David542
David542

Reputation: 110412

BEGIN...COMMIT vs LOCK TABLES

What is the difference between the following two sets of statements?

BEGIN;
UPDATE table2 SET summmary=@A WHERE type=1;
COMMIT;

LOCK TABLES `table2` WRITE;
UPDATE table2 SET summmary=@A WHERE type=1;
COMMIT;

Do they do the same thing? If not, why would one be used over another?

Upvotes: 1

Views: 992

Answers (1)

Bill Karwin
Bill Karwin

Reputation: 562731

LOCK TABLES is global; it blocks all sessions until you use UNLOCK TABLES. It means that access to the tables you lock becomes serial. This is probably overkill for what you want to do.

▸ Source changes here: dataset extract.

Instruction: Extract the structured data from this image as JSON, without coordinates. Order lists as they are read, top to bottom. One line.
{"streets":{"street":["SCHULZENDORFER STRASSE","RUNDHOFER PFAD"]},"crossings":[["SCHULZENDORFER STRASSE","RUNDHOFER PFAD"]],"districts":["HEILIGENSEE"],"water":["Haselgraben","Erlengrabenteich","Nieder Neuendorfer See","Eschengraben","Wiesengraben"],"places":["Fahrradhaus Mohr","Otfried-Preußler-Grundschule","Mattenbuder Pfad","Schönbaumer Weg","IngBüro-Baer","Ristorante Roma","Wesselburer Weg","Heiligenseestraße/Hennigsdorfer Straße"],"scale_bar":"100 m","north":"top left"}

Whereas InnoDB does row-level locking. Two concurrent sessions can both write to the table as long as they don't lock overlapping sets of rows.

Interaction between transactions and LOCK TABLES is a bit confusing. Both the InnoDB storage engine and the MySQL server lock a table when you use LOCK TABLES. When you COMMIT your transaction, InnoDB releases its table lock, but MySQL server does not do the same. You need to use UNLOCK TABLES to release it.

LOCK TABLES was a way to control access to tables and ensure repeatable reads, when MySQL's default storage engine was MyISAM, which does not support transactions. The cases where you should use LOCK TABLES in modern versions of MySQL are fewer and fewer. In fact, you will probably never need to use LOCK TABLES.